Several of the studio’s product collections have been introduced at Salone del Mobile in Milan, 3 Days of Design in Copenhagen, and ICFF Shanghai.

== Education ==

=== Scholarships ===
As alumni of Ryerson University, George Yabu and Glenn Pushelberg created a permanent scholarship and internship program. The Yabu Pushelberg Award for Innovation in Interior Design supports student entrepreneurs and provides professional mentorship.

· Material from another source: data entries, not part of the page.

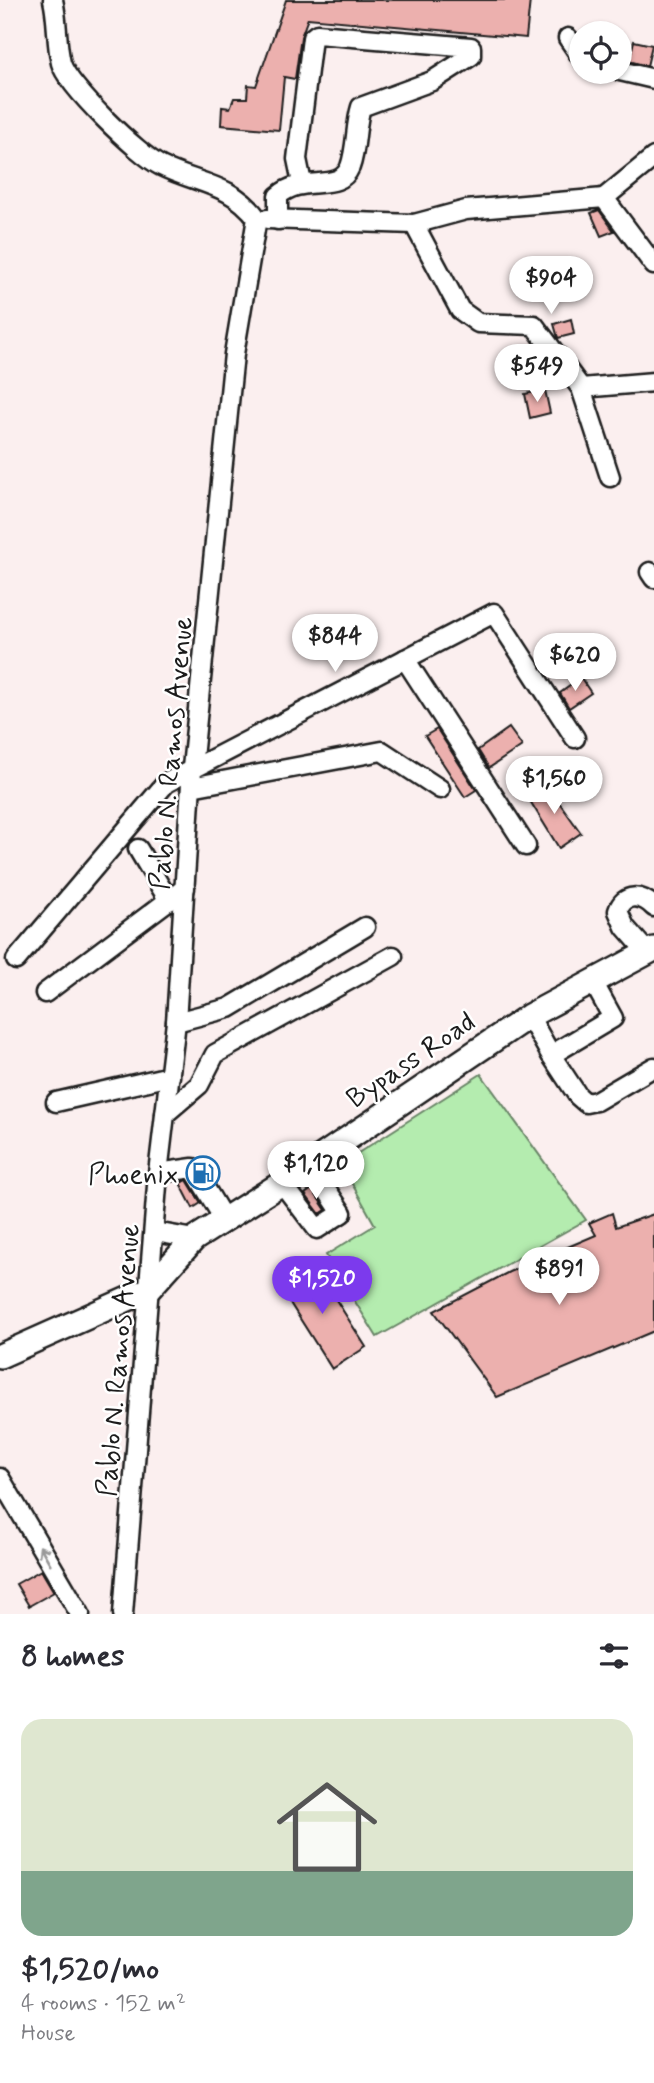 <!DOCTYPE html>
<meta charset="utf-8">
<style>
body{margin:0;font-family:Mynerve,sans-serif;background:#f7f7f7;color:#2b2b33;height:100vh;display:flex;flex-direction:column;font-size:26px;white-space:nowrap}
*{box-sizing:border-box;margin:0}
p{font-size:23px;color:#7c7c81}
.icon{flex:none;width:38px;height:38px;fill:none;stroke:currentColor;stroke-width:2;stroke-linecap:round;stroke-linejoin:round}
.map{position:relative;height:1614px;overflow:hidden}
.side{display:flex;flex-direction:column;background:#fff;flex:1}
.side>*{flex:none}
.controls{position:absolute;left:569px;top:21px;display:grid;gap:14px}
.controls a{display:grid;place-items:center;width:63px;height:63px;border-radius:50%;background:#fff;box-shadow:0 2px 5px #0004;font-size:35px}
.price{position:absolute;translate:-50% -60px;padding:0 16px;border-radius:24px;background:#fff;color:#222;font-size:23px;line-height:46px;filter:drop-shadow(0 2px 4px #0008)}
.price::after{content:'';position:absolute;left:50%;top:42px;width:21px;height:16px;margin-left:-10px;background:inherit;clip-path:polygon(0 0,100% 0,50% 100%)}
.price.selected{background:#7c3aed;color:#fff}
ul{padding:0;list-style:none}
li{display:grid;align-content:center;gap:14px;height:371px;padding:0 21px}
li+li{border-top:2px solid #e1e1e2}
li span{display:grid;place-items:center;height:217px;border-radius:21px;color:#555}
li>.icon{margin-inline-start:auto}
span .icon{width:126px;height:126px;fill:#fffc;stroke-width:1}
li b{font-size:30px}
h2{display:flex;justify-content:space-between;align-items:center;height:84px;padding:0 21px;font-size:30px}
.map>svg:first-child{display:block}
</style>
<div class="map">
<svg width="654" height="1614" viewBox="0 0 654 1614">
<rect width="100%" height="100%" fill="#fbefef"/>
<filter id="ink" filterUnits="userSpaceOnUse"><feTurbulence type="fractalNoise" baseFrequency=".0143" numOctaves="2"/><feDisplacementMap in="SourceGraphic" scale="14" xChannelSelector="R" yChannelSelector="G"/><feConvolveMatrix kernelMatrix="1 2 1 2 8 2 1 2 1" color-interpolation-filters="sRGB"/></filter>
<g filter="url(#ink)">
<polygon fill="#b4ecaf" stroke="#688466" stroke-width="2" points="481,1074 586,1220 377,1337 326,1255 375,1225 341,1164"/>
<g fill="#ecb0ae" stroke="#1c1c1c" stroke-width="2">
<polygon points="286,0 530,0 526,38 308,18 301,37 295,79 284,77 279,130 221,125 222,107 230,108 234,98 247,98 248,85 256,86"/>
<polygon points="634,41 652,45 647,66 629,61"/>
<polygon points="599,210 614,231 601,236 591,213"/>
<polygon points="571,319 574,334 558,338 554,324"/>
<polygon points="545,390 550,413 530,418 525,394"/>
<polygon points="581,678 591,693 569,708 560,693"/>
<polygon points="509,728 522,746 489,768 478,750"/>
<polygon points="437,729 476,790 465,797 425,736"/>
<polygon points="546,784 581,833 559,848 527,796"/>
<polygon points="187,1180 201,1203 193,1208 180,1183"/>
<polygon points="312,1189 326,1210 320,1214 305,1194"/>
<polygon points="612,1213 616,1227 654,1214 654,1331 497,1397 434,1311 509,1272 596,1235 589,1223"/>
<polygon points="312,1262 366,1347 332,1369 278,1284"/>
<polygon points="41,1570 54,1592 29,1606 16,1584"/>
</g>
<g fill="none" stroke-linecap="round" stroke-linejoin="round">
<defs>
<g id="minor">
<path d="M 53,0 C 58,21 56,43 61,63 C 67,86 139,155 161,166 C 197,184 231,183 257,218 L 234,354 L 192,768 L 176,1022 L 158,1173 L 123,1614"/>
<polyline points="568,38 581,57"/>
<polyline points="620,71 654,79"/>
<polyline points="604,198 654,265"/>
<polyline points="604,198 654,157"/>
<polyline points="267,219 414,224 466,210 604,198"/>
<path d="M 278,220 L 278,196 C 303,173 339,194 350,167 C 357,148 355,126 361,107 L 432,81 L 471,56 L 471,47 L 317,34 L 312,38 L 297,159 L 302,183"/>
<polyline points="414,224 460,310 478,323 534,325 581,388 610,477"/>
<polyline points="581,388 654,382"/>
<polyline points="650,572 654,578"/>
<polyline points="405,659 526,846"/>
<polyline points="191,787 382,751 440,789"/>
<polyline points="138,849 169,901"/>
<path d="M 647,952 L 625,927 L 618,911 C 624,893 641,894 654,907"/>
<polyline points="16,960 166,783 494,613 575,738"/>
<polyline points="45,993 185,888"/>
<polyline points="529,1016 551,1055 613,1018 592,980"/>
<polyline points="176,1022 229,1008 365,927"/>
<polyline points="551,1055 578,1096 586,1103 596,1101 654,1067"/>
<polyline points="56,1102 170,1076"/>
<polyline points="165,1114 199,1085 215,1054 393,956"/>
<polyline points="158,1173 193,1168 224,1219"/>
<polyline points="282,1183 317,1229 342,1213 309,1163"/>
<polyline points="155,1232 194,1239"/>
<polyline points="0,1478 80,1614"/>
</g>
<polyline id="major" points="0,1356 148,1290 194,1239 282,1183 529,1016 654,949"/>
</defs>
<use href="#minor" stroke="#1c1c1c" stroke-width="23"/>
<use href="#major" stroke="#1c1c1c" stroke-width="28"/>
<use href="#minor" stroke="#fff" stroke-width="18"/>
<use href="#major" stroke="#fff" stroke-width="23"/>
</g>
<defs><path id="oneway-shaft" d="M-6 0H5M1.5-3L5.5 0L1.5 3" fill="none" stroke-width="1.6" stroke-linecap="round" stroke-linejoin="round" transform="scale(1.75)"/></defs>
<use stroke="#999" href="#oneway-shaft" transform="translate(45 1555) rotate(-120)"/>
</g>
<defs>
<symbol id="fuel-ring" viewBox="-11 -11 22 22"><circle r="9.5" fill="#fff" stroke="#1f6fb2" stroke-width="1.5"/><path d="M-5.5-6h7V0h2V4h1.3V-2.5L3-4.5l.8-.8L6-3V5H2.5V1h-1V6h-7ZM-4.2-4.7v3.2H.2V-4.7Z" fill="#1f6fb2"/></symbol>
</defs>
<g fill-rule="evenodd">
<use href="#fuel-ring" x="184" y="1154" width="38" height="38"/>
</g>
<g text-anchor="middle" stroke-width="5" stroke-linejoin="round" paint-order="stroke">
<g font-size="28" fill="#1c1c1c" stroke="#fff">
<text transform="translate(170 753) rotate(-85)" y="10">Pablo N. Ramos Avenue</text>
<text transform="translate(410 1059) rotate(-34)" y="10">Bypass Road</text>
<text transform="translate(117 1360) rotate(-85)" y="10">Pablo N. Ramos Avenue</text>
</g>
<g font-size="28" fill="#1c1c1c" stroke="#fff" text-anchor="end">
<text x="178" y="1183">Phoenix</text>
</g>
</g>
</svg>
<div class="controls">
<a><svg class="icon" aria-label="locate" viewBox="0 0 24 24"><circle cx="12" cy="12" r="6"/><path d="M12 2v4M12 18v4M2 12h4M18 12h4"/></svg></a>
</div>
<b class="price" style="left:551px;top:316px">$904</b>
<b class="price" style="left:537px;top:404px">$549</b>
<b class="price" style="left:335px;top:674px">$844</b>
<b class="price" style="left:575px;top:693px">$620</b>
<b class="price" style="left:554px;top:816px">$1,560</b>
<b class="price" style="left:316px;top:1201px">$1,120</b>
<b class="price" style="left:559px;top:1307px">$891</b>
<b class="price selected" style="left:322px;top:1316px">$1,520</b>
</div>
<section class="side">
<h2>8 homes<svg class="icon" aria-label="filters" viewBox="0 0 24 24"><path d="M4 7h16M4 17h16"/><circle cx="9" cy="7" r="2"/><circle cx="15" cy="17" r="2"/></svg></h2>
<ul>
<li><span style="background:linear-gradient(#dfe7d0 70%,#7fa58c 0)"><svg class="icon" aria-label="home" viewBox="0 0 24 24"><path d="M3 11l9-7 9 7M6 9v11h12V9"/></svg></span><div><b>$1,520/mo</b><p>4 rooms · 152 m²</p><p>House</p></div></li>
</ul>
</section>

In 2016, Yabu Pushelberg created the Yabu Pushelberg Endowed Scholarship Fund at The New School, supporting a permanent named scholarship for a student in the Interior Design Program at Parsons.

==Awards==
Yabu Pushelberg has received several industry awards: AD 100 Hall of Fame, BoF 500, Design Studio of the Year Public Vote, and Elle Decor A-List Designers. In 2014, founders George Yabu and Glenn Pushelberg were appointed Officers of the Order of Canada.